Giancarlo Stanton’s 27th home run is Marlins’ only score in 6-1 loss to Cardinals
Mat Latos didn’t make many mistakes Wednesday night, allowing only five runners to reach base over seven innings.
The problem: Every one of them scored.
The first two scored on Kolton Wong’s home run off the second deck in the third inning and the last three on Jason Heyward’s homer in the seventh.
With southpaw Jaime Garcia on the mound, it was all the offense needed as the St. Louis Cardinals beat the Marlins 6-1 in front of 18,492 fans at Marlins Park.
Miami (30-43) has lost six of its past seven and is now a season-worst 13 games under .500. Since Mike Redmond was fired May 17, The Marlins are 14-21 under Dan Jennings. They were 16-22 this season under Mike Redmond when he was fired May 17.
Latos fell to 2-5 with a 5.49 ERA this season in 12 starts.
“It just seems to be a theme of my season. The minute I make a mistake, I’m getting hit,” he said.
“[First I was] ambushed on a changeup. It was right down the middle. And [then] I made a mistake with a fastball away. We’d been jamming Heyward pretty good all day. All of a sudden, we go away, and I made a mistake with a ball up out over the plate — five runs.”
Once again Wednesday it was Giancarlo Stanton who provided the Marlins’ offense. He had three of the team’s seven hits, and for the second consecutive day the 25-year-old slugger launched a missile into orbit.
His leadoff home run in the second inning – his major-league-leading 27th and the first he has crushed on the first pitch of an at-bat this season — traveled 454 feet to center field and landed in the soft bushy area above the wall.

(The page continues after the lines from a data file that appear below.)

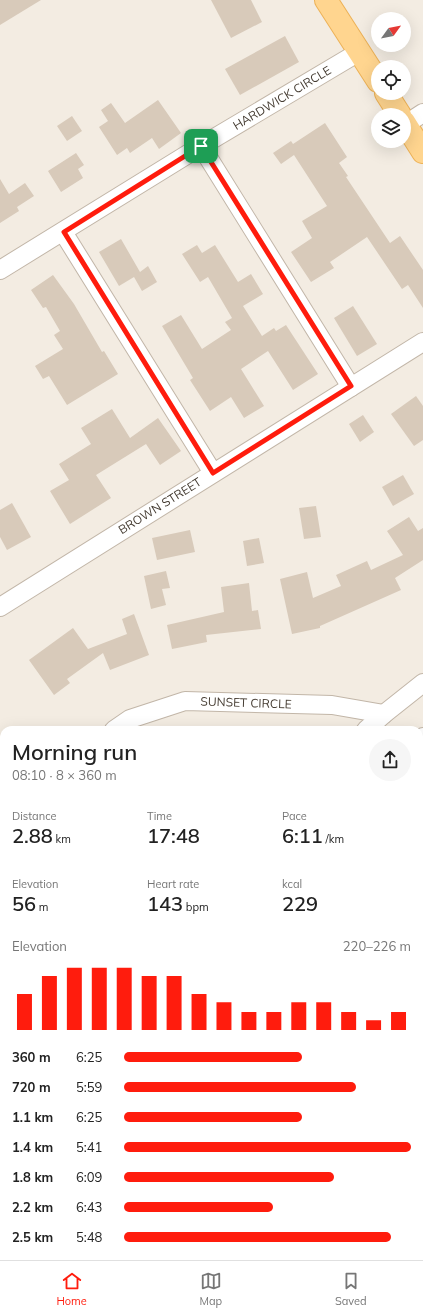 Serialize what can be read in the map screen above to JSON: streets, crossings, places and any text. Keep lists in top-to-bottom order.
{
  "streets": {
    "street": ["HARDWICK CIRCLE", "BROWN STREET", "SUNSET CIRCLE"]
  },
  "north": "top right",
  "page": {
    "heading": ["Morning run", "08:10 · 8 × 360 m"],
    "stats": [
      ["Distance", "2.88 km"],
      ["Time", "17:48"],
      ["Pace", "6:11 /km"],
      ["Elevation", "56 m"],
      ["Heart rate", "143 bpm"],
      ["kcal", "229"]
    ],
    "chart": ["Elevation", "220–226 m"],
    "list": [
      {
        "name": "360 m",
        "note": "6:25"
      },
      {
        "name": "720 m",
        "note": "5:59"
      },
      {
        "name": "1.1 km",
        "note": "6:25"
      },
      {
        "name": "1.4 km",
        "note": "5:41"
      },
      {
        "name": "1.8 km",
        "note": "6:09"
      },
      {
        "name": "2.2 km",
        "note": "6:43"
      },
      {
        "name": "2.5 km",
        "note": "5:48"
      }
    ],
    "tabs": ["Home", "Map", "Saved"]
  }
} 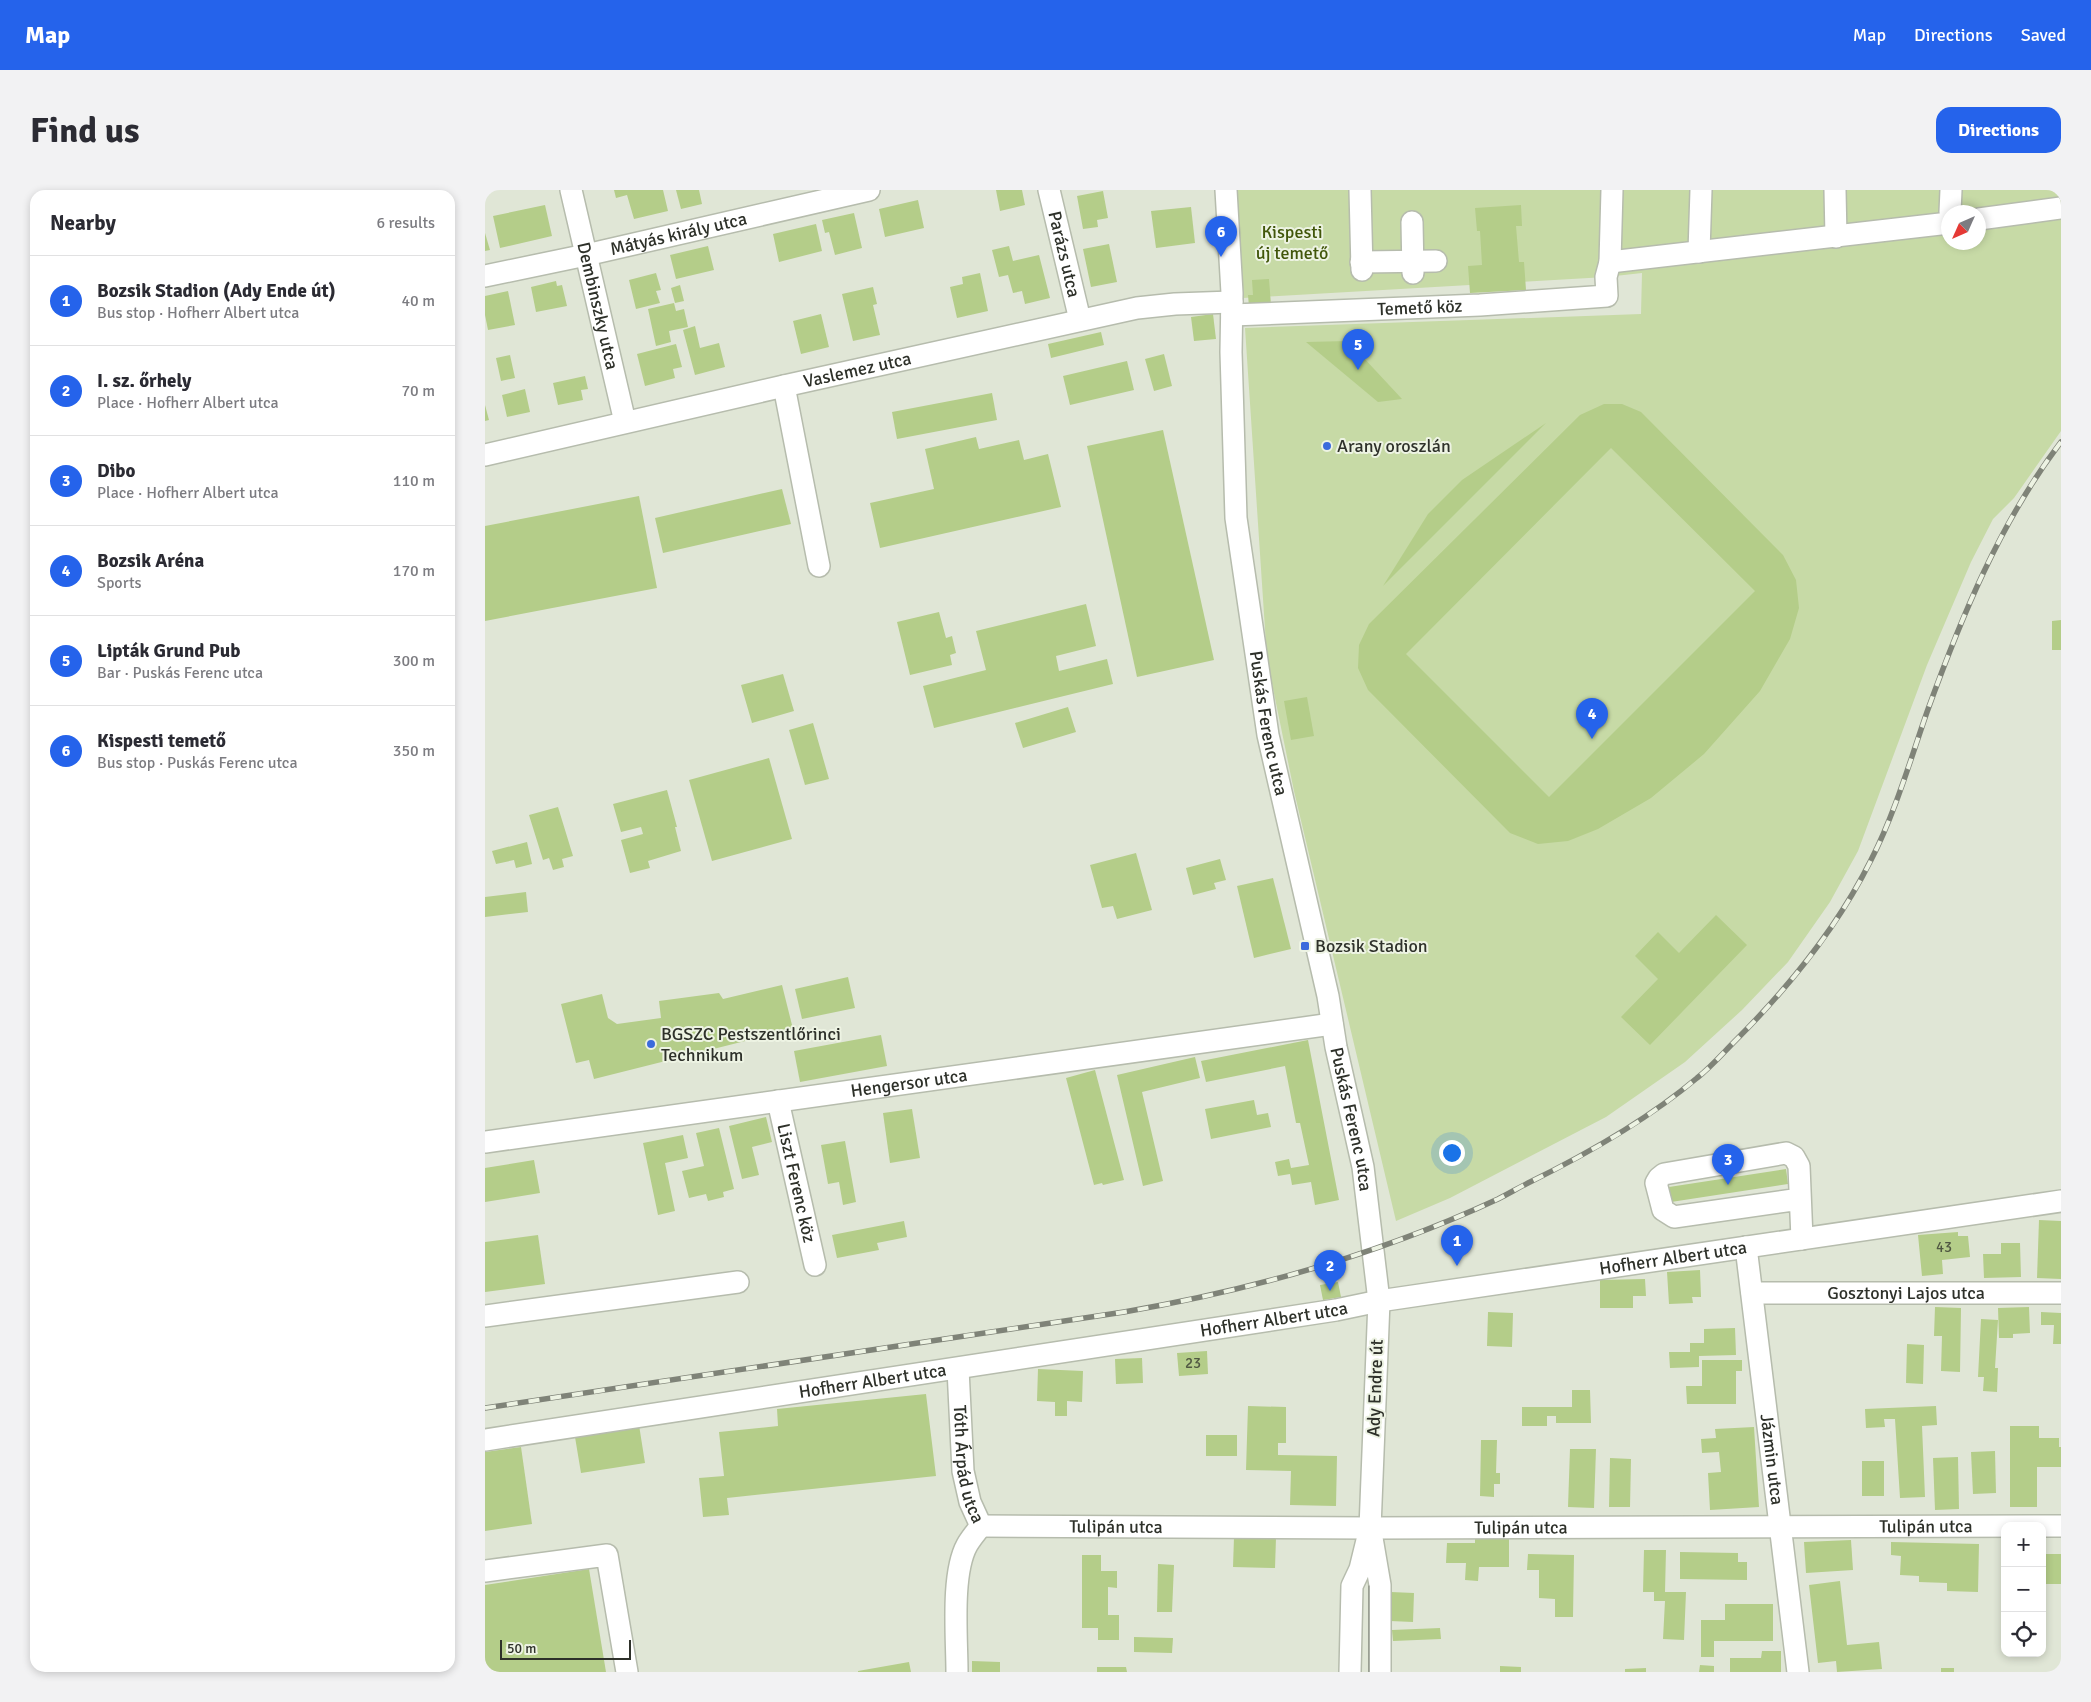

It was the eighth homer he has hit this season 450 feet or longer and also his 12th this month, matching the club record for a month shared by Stanton (May 2012) and Dan Uggla (May 2008). Of Stanton’s 181 career homers, 113 have been solo blasts.
“We had Giancarlo lead off four innings,” Jennings said. “You have to get people on in front of him the way he’s swinging the bat right now. He crushes the home run, the [single] off the wall [in the seventh], the hard single up the middle [in the ninth].
“It’s not where he is in the lineup. We have to have guys on in front of him so that when he gets balls in the gap or hits a monster home run, it’s counting for two and three runs. We did not do that [Wednesday].”
With 16 games remaining before the All-Star break, Stanton is one home run and nine RBI shy of matching the club record prior to the All-Star Break (28 homers, 76 RBI) set by Mike Lowell in 2003.
Before the game, Jennings said it was “up to the rest of us to pick up” the Marlins offense with better situational hitting, moving runners into scoring position and “all the things that help you manufacture runs.”
The Marlins did none of that Wednesday.
They finished 0 for 4 with runners in scoring position, stranding Dee Gordon at second after he singled and stole his 25th base with one out in the third inning. Then, after J.T. Realmuto singled to put runners on first and second with one out in the seventh, Garcia worked himself out of the jam by getting Adeiny Hechavarria to fly out softly to center, and Donovan Solano to ground out back to the mound.
Garcia, now 3-3, lowered his ERA from 1.76 to 1.69 by going seven innings, scattering five hits and allowing no walks to go with four strikeouts.
“We’re not getting the hits when runners are on base, in bigger situations [we’re not] putting them together back to back in the same inning,” Stanton said. “At the end of the day, we’re still getting seven to 10 hits, but it’s a matter of how important they are.”